● EXERCISE DETAILS
Starting at the first line of the listing below, repeat each line exactly until the line containing "2px #444) drop-shadow(0", which you include. Leave out pictures.
━━━━━━━━━━━━━━━━━━━━━━━━━━━━━━
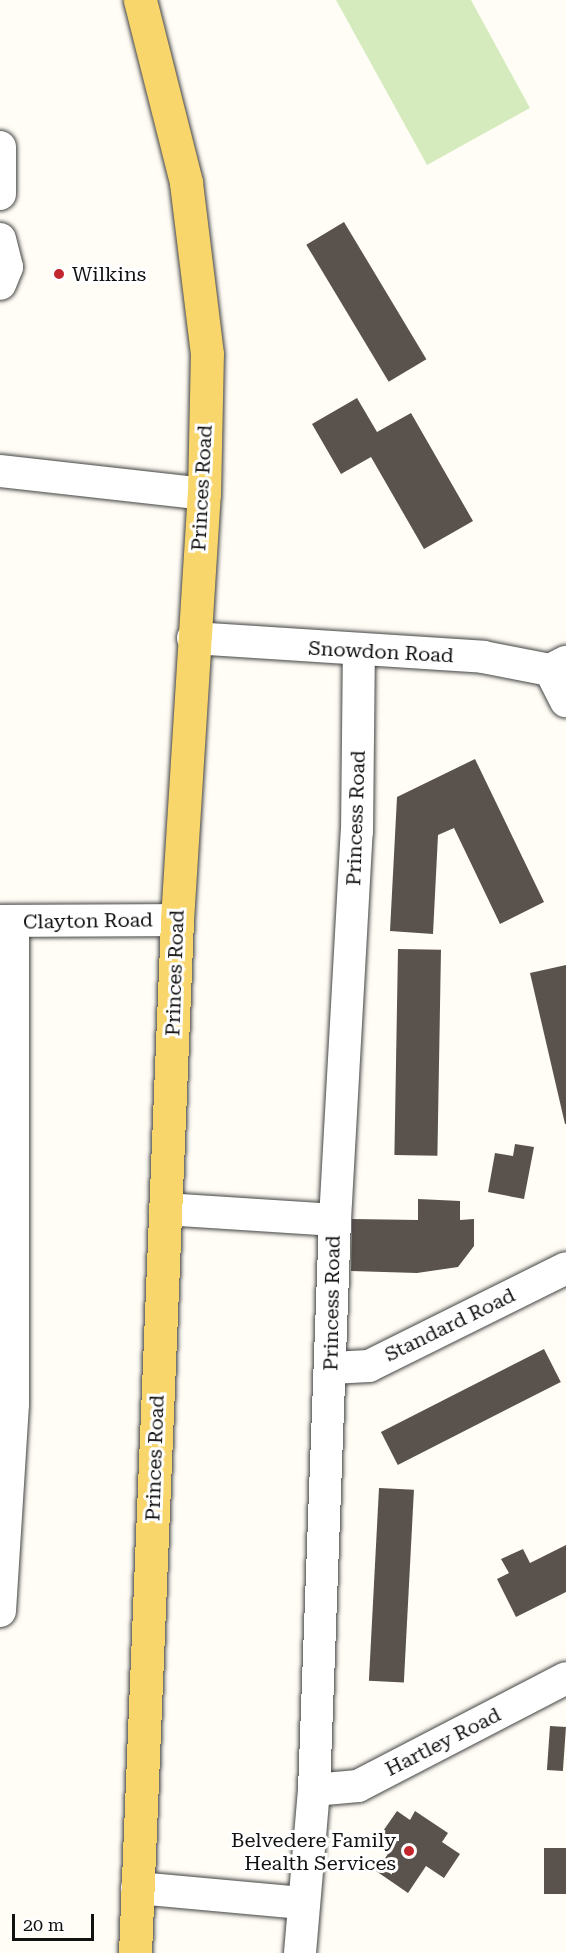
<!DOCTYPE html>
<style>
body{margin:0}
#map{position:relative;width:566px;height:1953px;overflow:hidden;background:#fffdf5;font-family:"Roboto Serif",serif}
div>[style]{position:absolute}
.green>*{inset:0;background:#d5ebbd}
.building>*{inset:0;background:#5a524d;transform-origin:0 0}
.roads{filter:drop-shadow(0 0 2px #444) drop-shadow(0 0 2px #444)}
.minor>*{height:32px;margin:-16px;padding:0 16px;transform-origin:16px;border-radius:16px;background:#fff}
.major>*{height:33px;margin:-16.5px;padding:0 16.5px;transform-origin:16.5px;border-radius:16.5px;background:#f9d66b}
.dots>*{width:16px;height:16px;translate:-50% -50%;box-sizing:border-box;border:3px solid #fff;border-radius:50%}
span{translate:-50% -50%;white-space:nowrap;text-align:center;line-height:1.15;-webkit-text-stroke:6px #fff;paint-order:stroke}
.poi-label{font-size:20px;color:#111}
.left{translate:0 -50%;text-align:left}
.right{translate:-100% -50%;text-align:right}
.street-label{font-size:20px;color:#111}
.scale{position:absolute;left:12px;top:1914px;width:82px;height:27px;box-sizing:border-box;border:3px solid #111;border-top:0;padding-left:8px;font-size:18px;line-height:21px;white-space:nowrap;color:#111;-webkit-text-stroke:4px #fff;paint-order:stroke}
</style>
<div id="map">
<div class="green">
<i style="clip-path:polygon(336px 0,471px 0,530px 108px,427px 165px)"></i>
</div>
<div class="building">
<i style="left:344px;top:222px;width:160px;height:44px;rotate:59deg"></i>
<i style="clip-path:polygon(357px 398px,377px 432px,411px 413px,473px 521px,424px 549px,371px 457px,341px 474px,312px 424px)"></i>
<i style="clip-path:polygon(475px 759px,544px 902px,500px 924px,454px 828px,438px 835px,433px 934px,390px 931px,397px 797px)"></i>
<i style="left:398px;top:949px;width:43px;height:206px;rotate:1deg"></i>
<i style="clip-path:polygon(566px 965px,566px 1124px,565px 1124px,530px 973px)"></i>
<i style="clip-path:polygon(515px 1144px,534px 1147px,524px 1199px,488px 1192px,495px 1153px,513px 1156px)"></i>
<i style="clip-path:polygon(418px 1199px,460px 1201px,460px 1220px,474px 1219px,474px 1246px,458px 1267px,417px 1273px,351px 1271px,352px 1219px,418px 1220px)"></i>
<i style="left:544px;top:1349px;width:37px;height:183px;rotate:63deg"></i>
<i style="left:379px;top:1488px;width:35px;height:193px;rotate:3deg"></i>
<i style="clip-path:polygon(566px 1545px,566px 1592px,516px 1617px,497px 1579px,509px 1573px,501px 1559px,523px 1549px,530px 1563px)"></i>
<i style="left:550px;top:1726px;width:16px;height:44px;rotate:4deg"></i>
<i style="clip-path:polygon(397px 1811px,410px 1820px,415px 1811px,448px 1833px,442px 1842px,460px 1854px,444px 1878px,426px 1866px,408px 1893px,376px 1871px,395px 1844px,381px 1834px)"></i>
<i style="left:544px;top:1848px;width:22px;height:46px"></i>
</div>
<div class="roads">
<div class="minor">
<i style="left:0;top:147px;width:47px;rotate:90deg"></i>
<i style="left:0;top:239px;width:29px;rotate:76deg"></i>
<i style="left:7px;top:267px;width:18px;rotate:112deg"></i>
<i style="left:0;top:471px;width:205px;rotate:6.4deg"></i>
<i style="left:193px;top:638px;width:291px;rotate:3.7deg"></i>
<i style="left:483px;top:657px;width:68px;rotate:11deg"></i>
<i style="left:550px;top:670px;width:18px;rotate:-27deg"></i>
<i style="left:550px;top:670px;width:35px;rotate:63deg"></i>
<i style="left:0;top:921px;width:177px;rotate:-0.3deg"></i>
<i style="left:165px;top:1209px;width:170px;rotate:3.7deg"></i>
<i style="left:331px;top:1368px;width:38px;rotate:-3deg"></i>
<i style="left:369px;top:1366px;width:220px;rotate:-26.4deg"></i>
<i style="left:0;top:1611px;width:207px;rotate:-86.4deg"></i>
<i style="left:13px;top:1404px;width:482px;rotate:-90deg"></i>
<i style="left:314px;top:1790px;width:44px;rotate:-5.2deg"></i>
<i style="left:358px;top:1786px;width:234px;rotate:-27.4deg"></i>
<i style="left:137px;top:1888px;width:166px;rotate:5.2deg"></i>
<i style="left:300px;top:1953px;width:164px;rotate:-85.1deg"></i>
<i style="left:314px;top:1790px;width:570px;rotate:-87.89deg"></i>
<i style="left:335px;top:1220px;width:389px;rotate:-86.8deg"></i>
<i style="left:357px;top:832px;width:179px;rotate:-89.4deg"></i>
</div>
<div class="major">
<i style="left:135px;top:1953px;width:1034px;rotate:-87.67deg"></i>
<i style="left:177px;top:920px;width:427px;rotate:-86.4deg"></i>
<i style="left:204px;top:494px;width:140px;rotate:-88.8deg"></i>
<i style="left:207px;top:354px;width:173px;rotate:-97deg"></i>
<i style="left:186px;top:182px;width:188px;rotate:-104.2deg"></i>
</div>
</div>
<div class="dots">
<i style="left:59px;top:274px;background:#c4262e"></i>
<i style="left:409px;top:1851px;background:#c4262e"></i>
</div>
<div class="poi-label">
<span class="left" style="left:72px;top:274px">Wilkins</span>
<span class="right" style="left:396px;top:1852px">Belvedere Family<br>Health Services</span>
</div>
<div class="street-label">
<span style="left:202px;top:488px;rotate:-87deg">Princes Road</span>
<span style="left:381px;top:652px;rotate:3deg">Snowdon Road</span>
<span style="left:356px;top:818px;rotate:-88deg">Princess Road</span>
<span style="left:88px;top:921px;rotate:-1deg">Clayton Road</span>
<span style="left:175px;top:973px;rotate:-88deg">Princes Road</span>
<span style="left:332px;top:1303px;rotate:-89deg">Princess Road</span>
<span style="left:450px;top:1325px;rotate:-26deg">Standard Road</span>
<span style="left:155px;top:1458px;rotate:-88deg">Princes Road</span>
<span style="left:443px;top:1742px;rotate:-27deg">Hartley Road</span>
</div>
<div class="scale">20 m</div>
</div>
━━━━━━━━━━━━━━━━━━━━━━━━━━━━━━
● EXERCISE RESULT
<!DOCTYPE html>
<style>
body{margin:0}
#map{position:relative;width:566px;height:1953px;overflow:hidden;background:#fffdf5;font-family:"Roboto Serif",serif}
div>[style]{position:absolute}
.green>*{inset:0;background:#d5ebbd}
.building>*{inset:0;background:#5a524d;transform-origin:0 0}
.roads{filter:drop-shadow(0 0 2px #444) drop-shadow(0 0 2px #444)}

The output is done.